• [ACTION ITEM]: Transcribe all the lines below exactly. Omit the pictures.

• [DATA SHOWN]:
┄┄┄┄┄┄┄┄┄┄┄┄┄┄┄┄┄┄┄┄
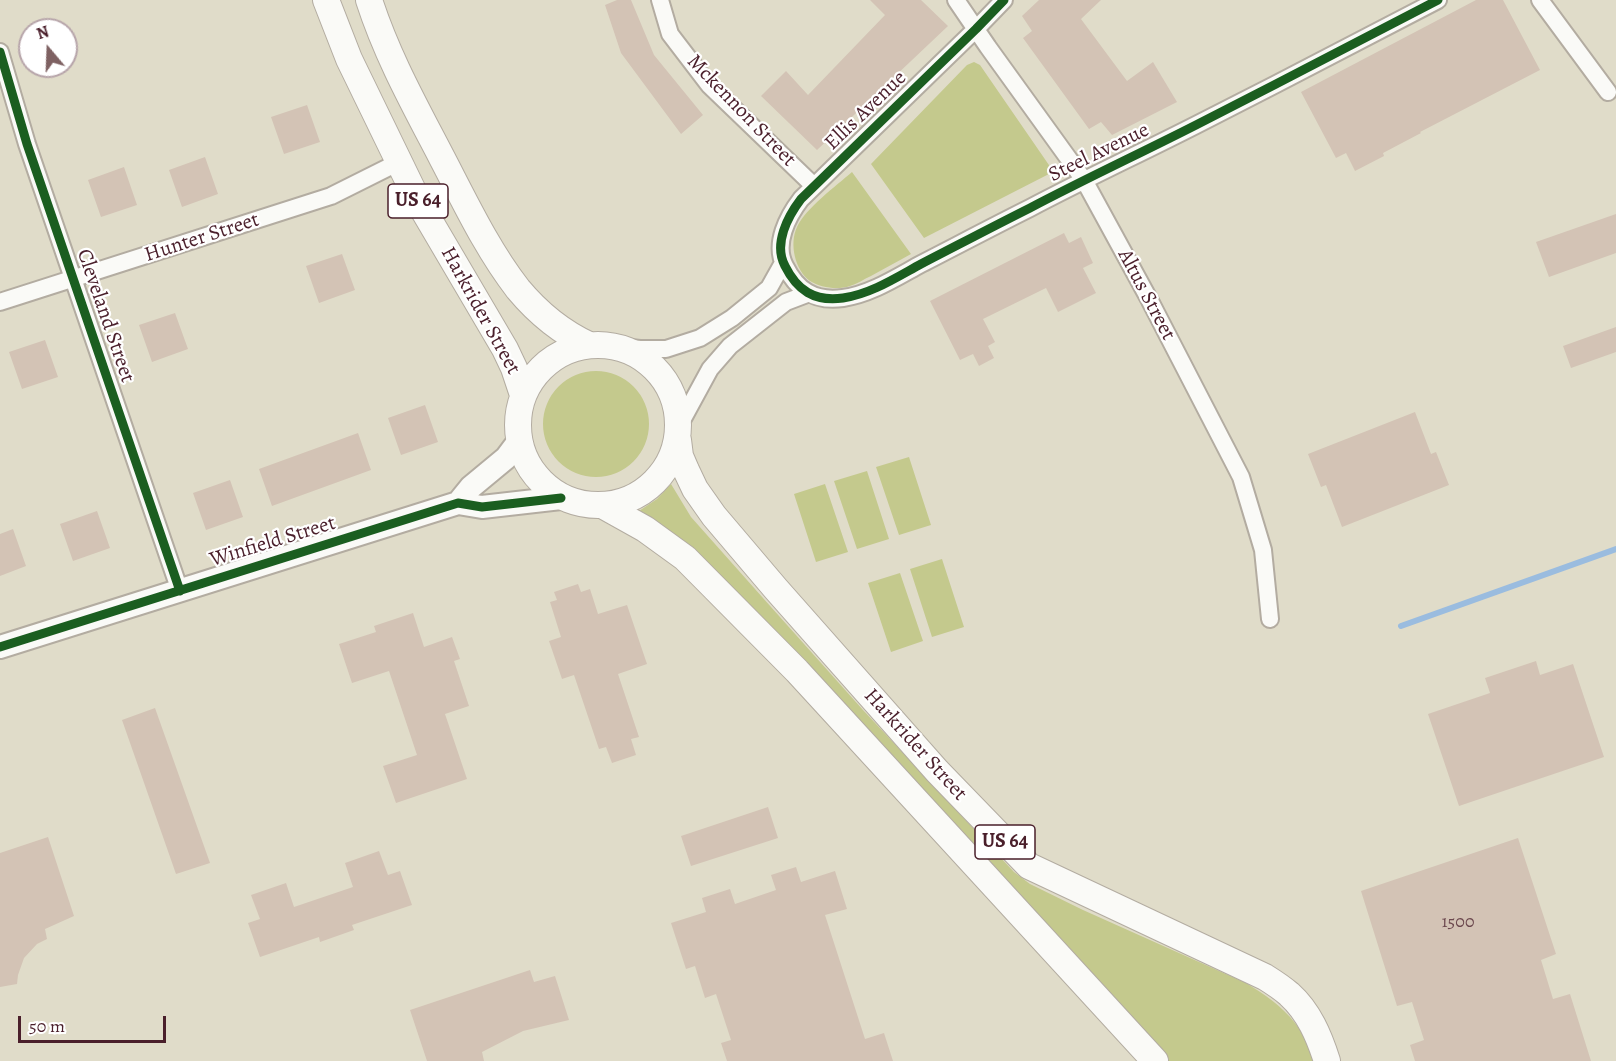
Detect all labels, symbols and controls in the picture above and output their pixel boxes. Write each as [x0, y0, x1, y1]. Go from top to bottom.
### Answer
north arrow [18, 18, 78, 78]
text: N [34, 21, 52, 45]
street label: Mckennon Street [681, 50, 801, 172]
street label: Ellis Avenue [820, 66, 912, 156]
street label: Steel Avenue [1045, 118, 1153, 188]
road number: US 64 [388, 184, 448, 218]
street label: Hunter Street [142, 208, 262, 268]
street label: Harkrider Street [435, 243, 525, 379]
street label: Altus Street [1112, 245, 1180, 345]
street label: Cleveland Street [70, 246, 140, 386]
street label: Winfield Street [207, 511, 339, 573]
street label: Harkrider Street [858, 684, 972, 806]
road number: US 64 [975, 825, 1035, 859]
house number: 1500 [1441, 912, 1475, 934]
scale bar [21, 1004, 170, 1042]
text: 50 m [29, 1014, 65, 1038]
┄┄┄┄┄┄┄┄┄┄┄┄┄┄┄┄┄┄┄┄
• [RESPONSE]:
Detect all labels, symbols and controls in the picture above and output their pixel boxes. Write each as [x0, y0, x1, y1]. Go from top to bottom.
### Answer
north arrow [18, 18, 78, 78]
text: N [34, 21, 52, 45]
street label: Mckennon Street [681, 50, 801, 172]
street label: Ellis Avenue [820, 66, 912, 156]
street label: Steel Avenue [1045, 118, 1153, 188]
road number: US 64 [388, 184, 448, 218]
street label: Hunter Street [142, 208, 262, 268]
street label: Harkrider Street [435, 243, 525, 379]
street label: Altus Street [1112, 245, 1180, 345]
street label: Cleveland Street [70, 246, 140, 386]
street label: Winfield Street [207, 511, 339, 573]
street label: Harkrider Street [858, 684, 972, 806]
road number: US 64 [975, 825, 1035, 859]
house number: 1500 [1441, 912, 1475, 934]
scale bar [21, 1004, 170, 1042]
text: 50 m [29, 1014, 65, 1038]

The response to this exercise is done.